The State of Texas is asking a federal judge in Brownsville to declare the Deferred Action for Childhood Arrivals program, which allows people who came to the U.S. with their illegal immigrant parents to be granted work permits and protection from deportation is illegal, because the 2012 order from President Barack Obama violates the enumerated power of Congress to decide immigration issues, News Radio 1200 WOAI reports.
"Left intact, DACA sets a dangerous precedent by giving the executive branch sweeping authority to ignore the laws enacted by Congress, and change our nation's immigration laws to suit a President's own preferences," Texas Attorney General Ken Paxton said in filing the lawsuit.

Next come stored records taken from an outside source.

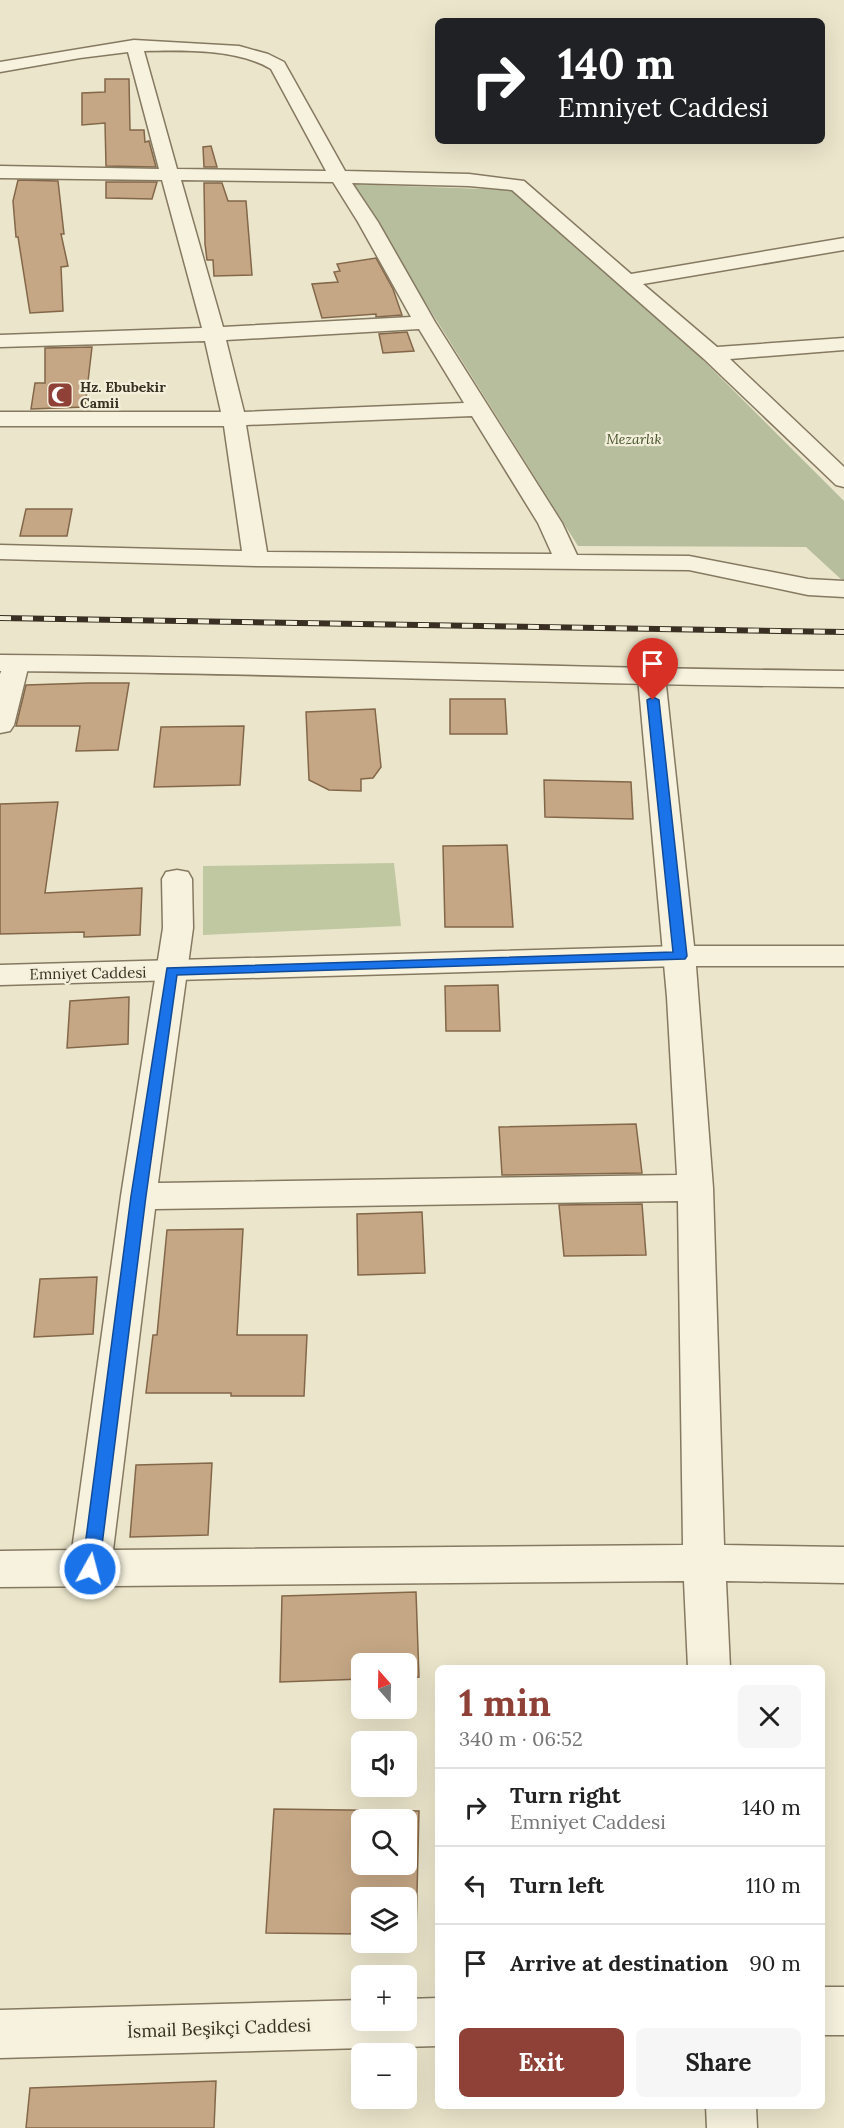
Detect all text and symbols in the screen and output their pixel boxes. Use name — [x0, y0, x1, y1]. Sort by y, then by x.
text: 140 m — [558, 37, 674, 91]
icon: right — [459, 42, 537, 120]
text: Emniyet Caddesi — [558, 90, 769, 124]
place label: Hz. Ebubekir Camii — [80, 378, 166, 412]
mosque icon: Hz. Ebubekir Camii — [45, 380, 75, 410]
park label: Mezarlık — [606, 430, 662, 448]
pin — [627, 638, 678, 700]
icon: arrive — [636, 647, 669, 680]
street label: Emniyet Caddesi — [29, 962, 147, 984]
position arrow — [58, 1537, 122, 1601]
north arrow — [351, 1653, 417, 1719]
map controls — [351, 1653, 417, 2109]
text: 1 min — [459, 1680, 551, 1726]
button: close — [738, 1685, 801, 1748]
text: 340 m · 06:52 — [459, 1726, 583, 1751]
button: sound — [351, 1731, 417, 1797]
text: Turn right — [510, 1781, 621, 1809]
icon: right — [459, 1791, 492, 1824]
text: 140 m — [742, 1793, 801, 1821]
button: search — [351, 1809, 417, 1875]
text: Emniyet Caddesi — [510, 1809, 666, 1834]
icon: left — [459, 1869, 492, 1902]
text: Turn left — [510, 1871, 604, 1899]
text: 110 m — [746, 1871, 801, 1899]
button: layers — [351, 1887, 417, 1953]
icon: arrive — [459, 1947, 492, 1980]
text: Arrive at destination — [510, 1949, 728, 1977]
text: 90 m — [749, 1949, 801, 1977]
button: + — [351, 1965, 417, 2031]
street label: İsmail Beşikçi Caddesi — [127, 2013, 311, 2043]
button: Exit — [459, 2028, 624, 2097]
button: Share — [636, 2028, 801, 2097]
button: − — [351, 2043, 417, 2109]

Paxton says more than one million people are currently being allowed to live and work in the United States despite their illegal status, a situation which has never been authorized by Congress. He says DACA has led to U.S. citizenship for 1,056 illegal immigrants and has provided a pathway to citizenship to another 39,514 people, despite the promises of the Obama Administration that DACA would 'not grant any path to citizenship.

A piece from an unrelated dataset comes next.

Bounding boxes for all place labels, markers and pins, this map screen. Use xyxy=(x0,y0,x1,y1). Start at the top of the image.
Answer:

'Paxton says Texas threatened to sue last year if President Trump did not end the DACA program. When three federal judges blocked the president from doing so, Paxton says that's when he decided to act.
"Activist judges should not stand in the way of the President fulfilling his constitutional duty," Paxton said. "DACA encourages lawlessness within the federal government, and at our borders."
The fact that the Southern District of Texas in Brownsville is the site of the filing is significant. In 2013, a lawsuit filed by then Texas Attorney General Greg Abbott in that court led to the declaration that the DAPA program, a companion of DACA implemented by President Obama to protect the parents of illegal immigrant children, was illegal. That ruling was upheld at the appellate and Supreme Court levels and DAPA was withdrawn.
"Left intact, DACA sets a dangerous precedent by giving the executive branch sweeping authority to ignore the laws imposed by Congress," Paxton said.
Paxton stressed that his lawsuit, which is filed in conjunction with six other states, does not ask that the judge declare support for any particular immigration policy, and does not ask that any individuals be targeted for removal. He says he is just asking the judge to allow Congress to do its constitutional duty to decide immigration policy.
“Our lawsuit is about the rule of law, not the wisdom of any particular immigration policy,” Attorney General Paxton said. “Texas has argued for years that the federal executive branch lacks the power to unilaterally grant unlawfully present aliens lawful presence and work authorization. Left intact, DACA sets a dangerous precedent by giving the executive branch sweeping authority to ignore the laws enacted by Congress and change our nation’s immigration laws to suit a president’s own policy preferences.”
The lawsuit seeks an injunction blocking any new DACA protections to be issued.